SAMUEL HANAN - Engenheiro com especialização nas áreas de macroeconomia, administração de empresas e finanças, foi vice-governador do Amazonas (1999-2002)
A tragédia brasileira está em cartaz há décadas. O país patina no desenvolvimento e só vê aumentar as desigualdades sociais, com a população cada vez mais pobre e desassistida dos serviços públicos essenciais para lhe garantir vida digna: saúde, educação, saneamento básico, habitação e segurança. Problemas que voltarão a ser tema em 2022, ano eleitoral, com os candidatos repetindo as promessas de sempre, cada qual com suas propostas salvadoras.

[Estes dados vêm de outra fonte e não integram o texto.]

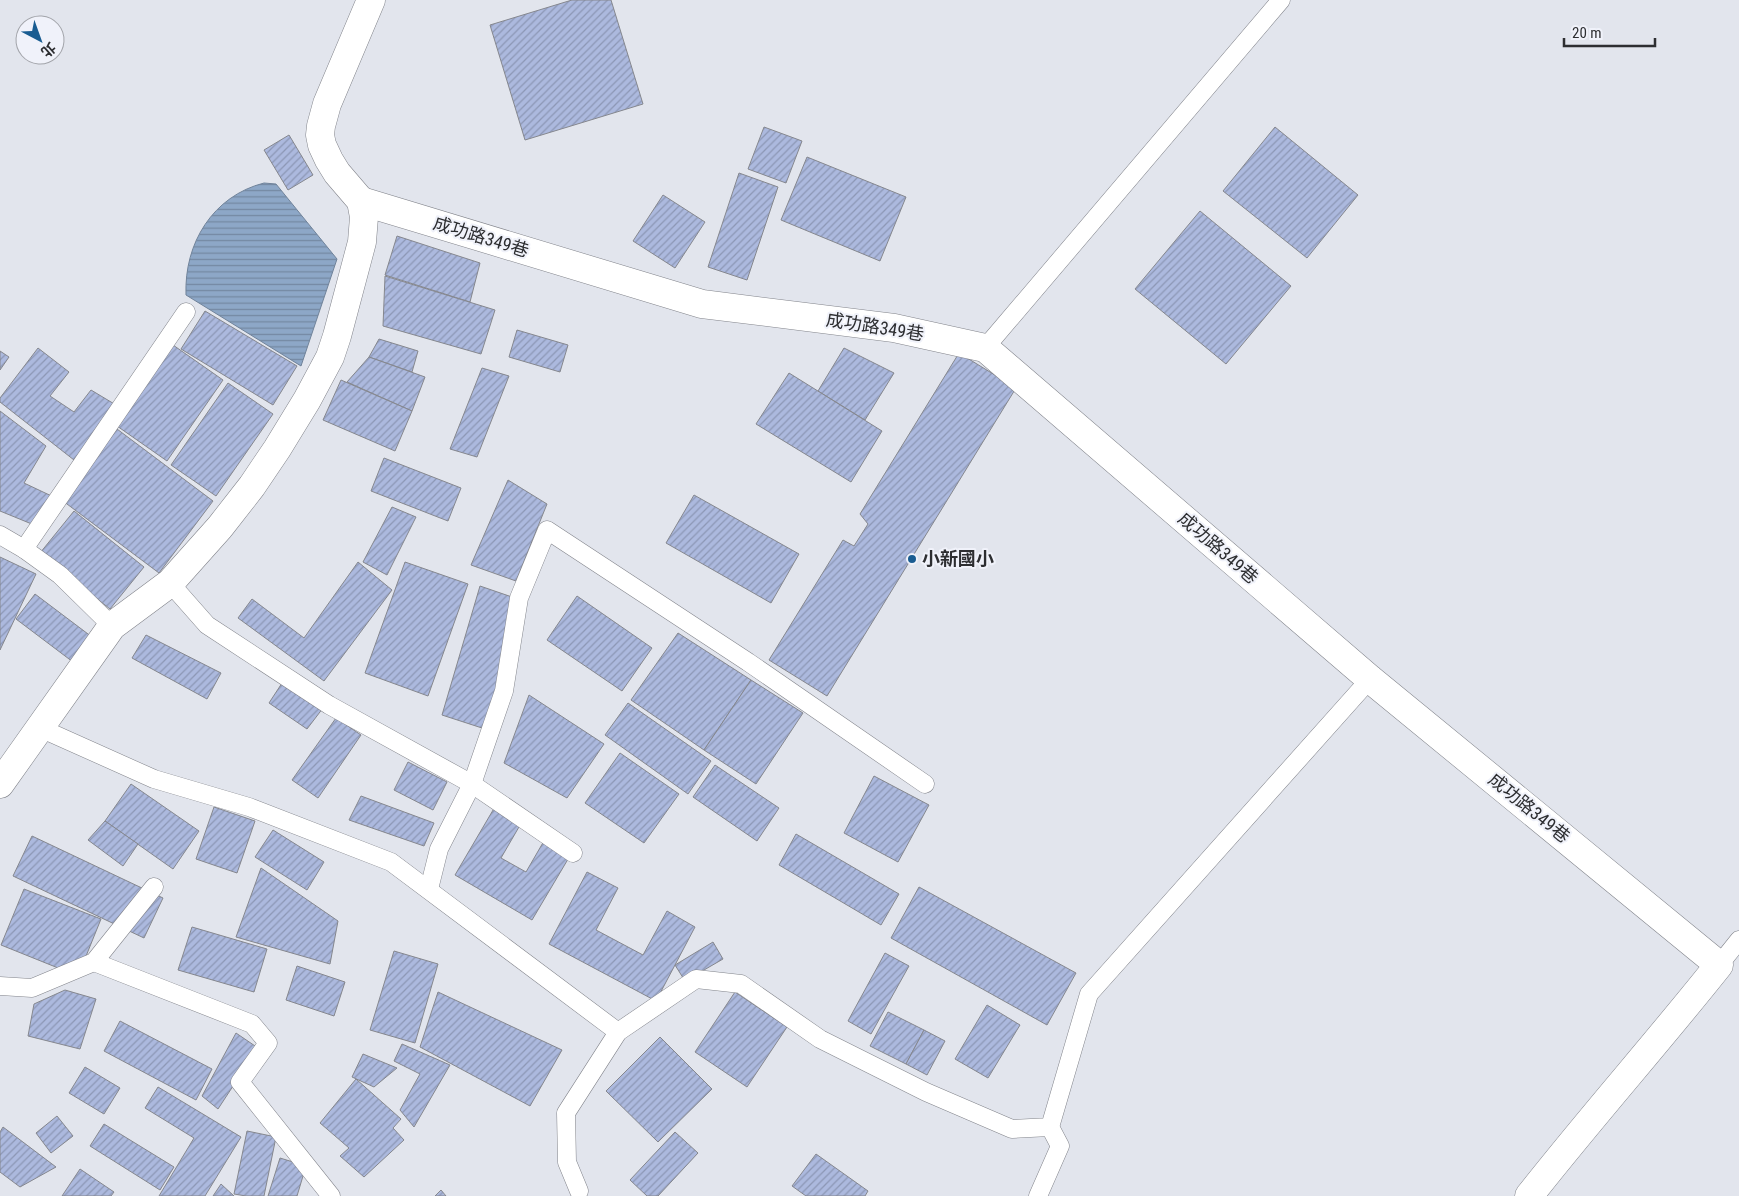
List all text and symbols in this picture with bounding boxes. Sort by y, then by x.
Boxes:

A título de reflexão, podemos dividir em três atos a tragédia que assola o Brasil. No primeiro ato, temos a corrupção como protagonista; no segundo, o custo do funcionalismo público e, no terceiro, tomam a cena os gastos tributários da União. Eis os principais problemas e, por mais paradoxal que possa parecer, também as soluções.
A recorrente justificativa dos gestores públicos de que os recursos nunca são suficientes para o atendimento das demandas não pode ser aceita como verdade absoluta. O enfrentamento das três questões mencionadas poderia mudar esse quadro. A corrupção, por exemplo, consome de 1,38% a 2,3% do Produto Interno Bruto (PIB) nacional, segundo estudos da Federação da Indústria do Estado de São Paulo (Fiesp). Isso corresponde a um rombo de R$ 110 bilhões a R$ 184 bilhões anuais nos cofres públicos, considerando-se a estimativa do PIB 2021, de R$ 8 trilhões.

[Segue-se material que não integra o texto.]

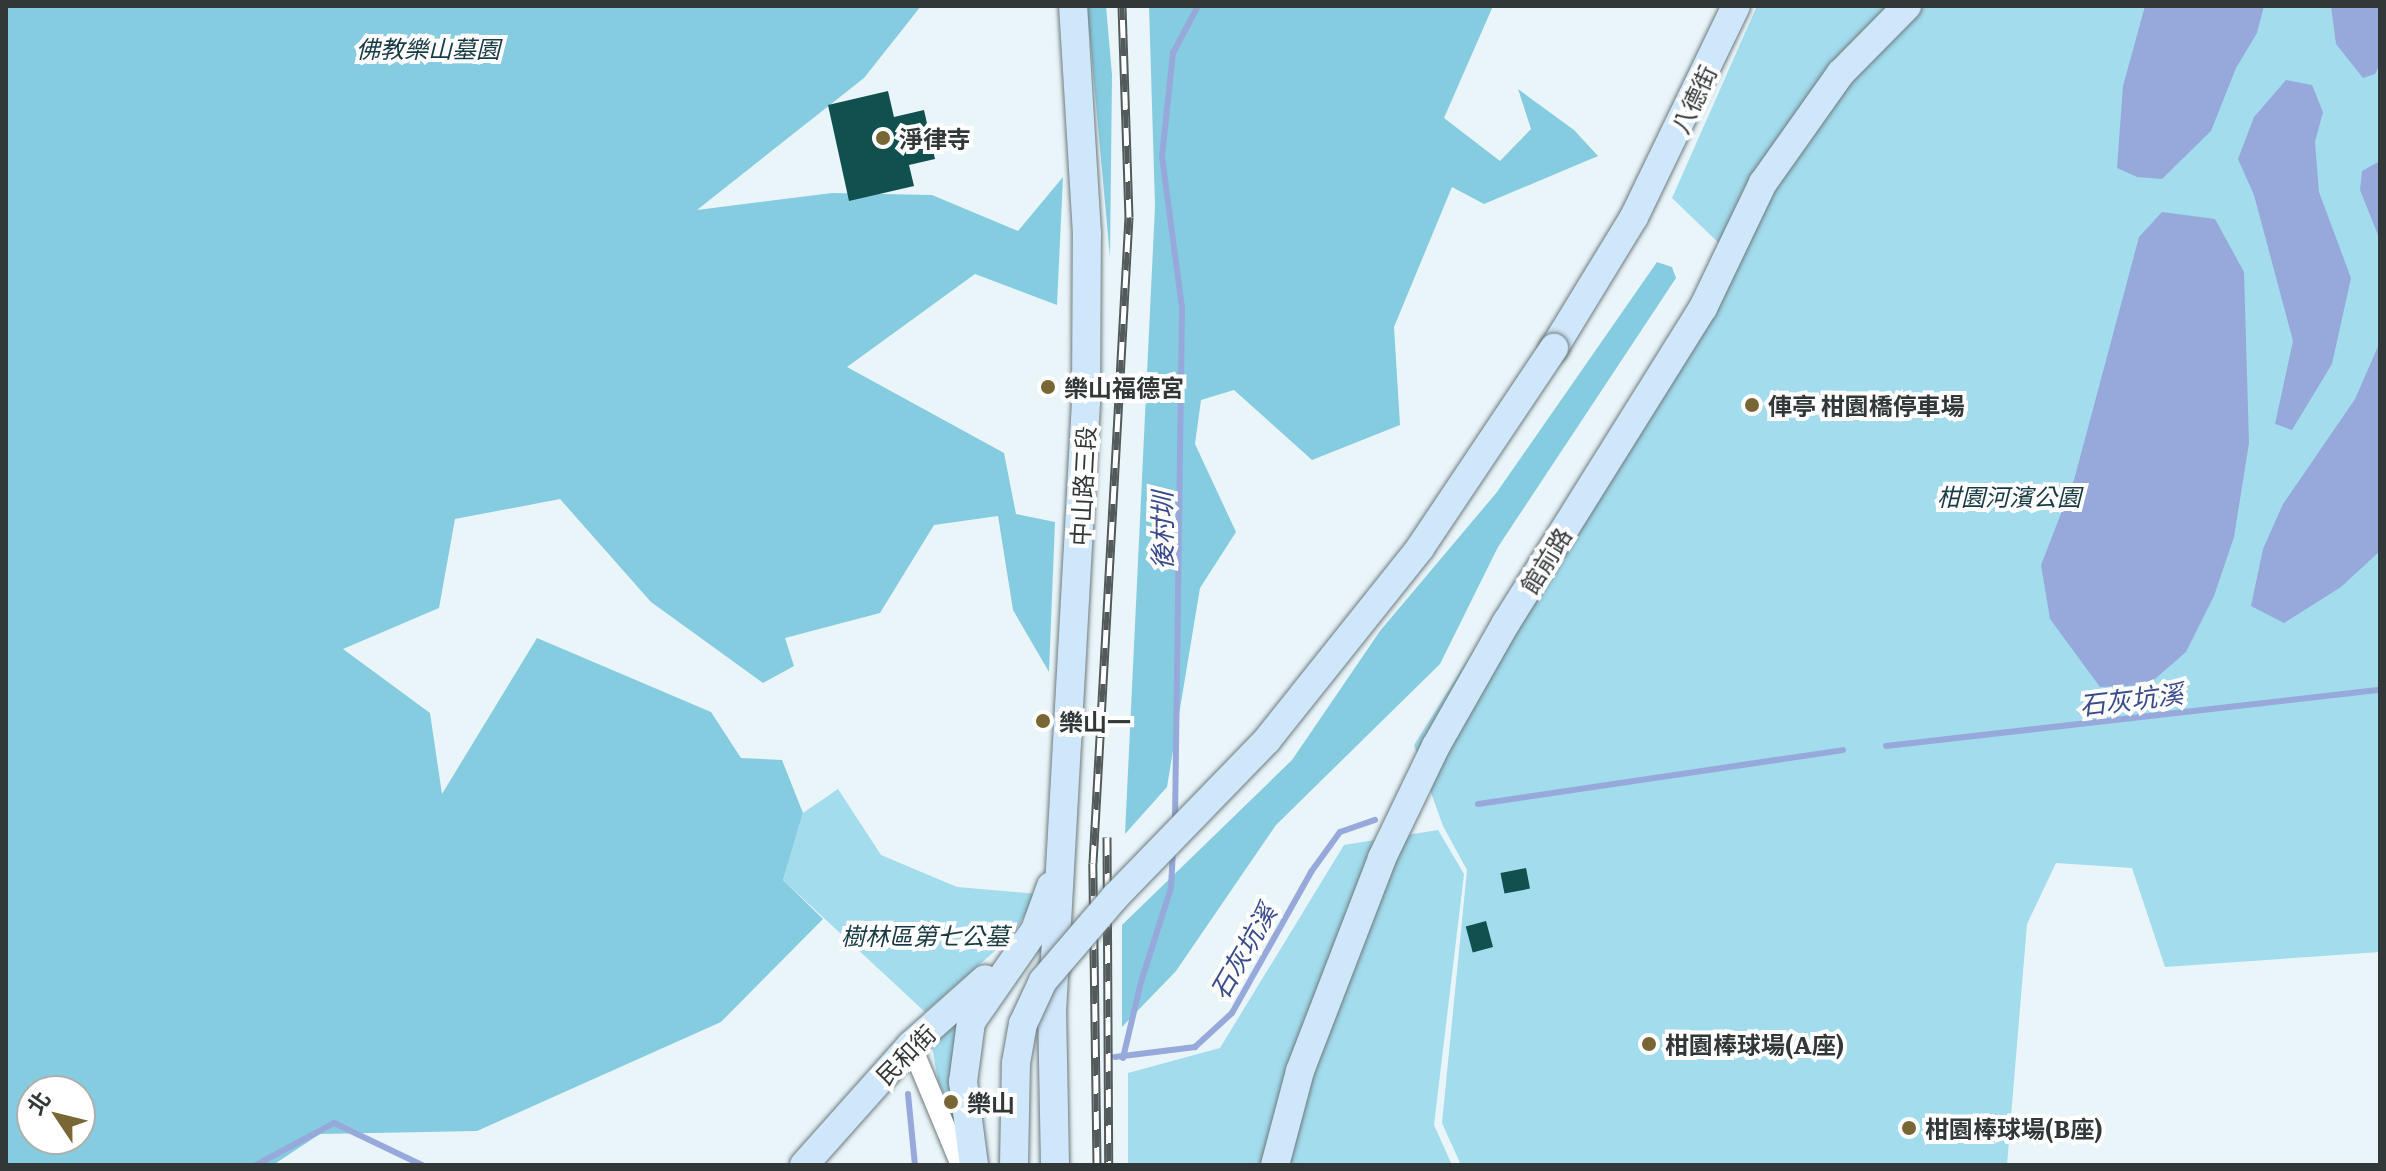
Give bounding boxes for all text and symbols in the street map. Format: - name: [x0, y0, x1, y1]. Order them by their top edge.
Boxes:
- park label: 佛教樂山墓園: [356, 34, 500, 62]
- street label: 八德街: [1665, 60, 1721, 138]
- place label: 淨律寺: [899, 124, 971, 152]
- marker: 淨律寺: [874, 129, 892, 147]
- place label: 樂山福德宮: [1064, 373, 1184, 401]
- marker: 樂山福德宮: [1039, 378, 1057, 396]
- place label: 俥亭 柑園橋停車場: [1768, 391, 1965, 419]
- marker: 俥亭 柑園橋停車場: [1743, 396, 1761, 414]
- street label: 中山路三段: [1064, 425, 1100, 547]
- park label: 柑園河濱公園: [1937, 482, 2081, 510]
- water label: 後村圳: [1145, 492, 1177, 570]
- street label: 館前路: [1514, 522, 1576, 598]
- water label: 石灰坑溪: [2077, 676, 2185, 720]
- place label: 樂山一: [1059, 707, 1131, 735]
- marker: 樂山一: [1034, 712, 1052, 730]
- water label: 石灰坑溪: [1202, 898, 1282, 1004]
- park label: 樹林區第七公墓: [841, 921, 1009, 949]
- street label: 民和街: [869, 1018, 941, 1090]
- place label: 柑園棒球場(A座): [1665, 1030, 1844, 1058]
- marker: 柑園棒球場(A座): [1640, 1035, 1658, 1053]
- north arrow: [16, 1075, 96, 1155]
- text: 北: [18, 1084, 57, 1121]
- place label: 樂山: [967, 1088, 1015, 1116]
- marker: 樂山: [942, 1093, 960, 1111]
- place label: 柑園棒球場(B座): [1925, 1114, 2103, 1142]
- marker: 柑園棒球場(B座): [1900, 1119, 1918, 1137]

A gigantesca máquina do funcionalismo público consome anualmente de 13,4% a 13,7% do PIB, bem mais que os 9,8% do PIB que os países da Organização para a Cooperação e Desenvolvimento Econômico (OCDE) gastam, em média, com esse item. Se esse percentual fosse adotado como limite no Brasil, haveria mais R$ 288 bilhões a R$ 312 bilhões disponíveis. Hoje, temos ainda de 3,62% a 3,84% do PIB (R$ 290 bilhões a R$ 307 bilhões) comprometidos com os gastos tributários da União. O total do desperdício corresponde de 8,6% até 10% do PIB, ou seja, de R$ 688 bilhões a R$ 803 bilhões. Não é pouco.
Imaginemos, agora, reduzir esses desperdícios. Pode parecer utopia, mas é possível, como já demonstraram os países desenvolvidos. Esse esforço resultaria em resultados financeiros suficientes para alavancar a mudança de patamar que o Brasil precisa alcançar.
Hoje, o SUS consome de R$ 120 bilhões a R$ 130 bilhões por ano. Ampliar o sistema em 50% consumiria mais R$ 60 bilhões/ano, o que também permitiria reforçar significativamente o Sistema Único de Saúde, sobretudo para atender às áreas mais carentes do país.
Na educação, imaginemos se os 1,8 milhão de professores do ensino fundamental e do ensino médio da rede pública tivessem a remuneração majorada em 30%. O país teria professores mais estimulados e preparados, com consequente salto no nível do sistema educacional. O mesmo se aplica ao salário médio do professor da rede pública de ensino fundamental, hoje em torno de R$ 3 mil. Um programa de educação com orçamento reforçado em R$ 44 bilhões/ano aumentaria o salário para R$ 4 mil por mês e ainda possibilitaria a implantação de escolas técnicas profissionalizantes nos moldes das Fatecs e Etecs, iniciativas bem-sucedidas no estado de São Paulo. E as universidades públicas teriam aporte extra de recursos de, no mínimo, R$ 5 bilhões anuais.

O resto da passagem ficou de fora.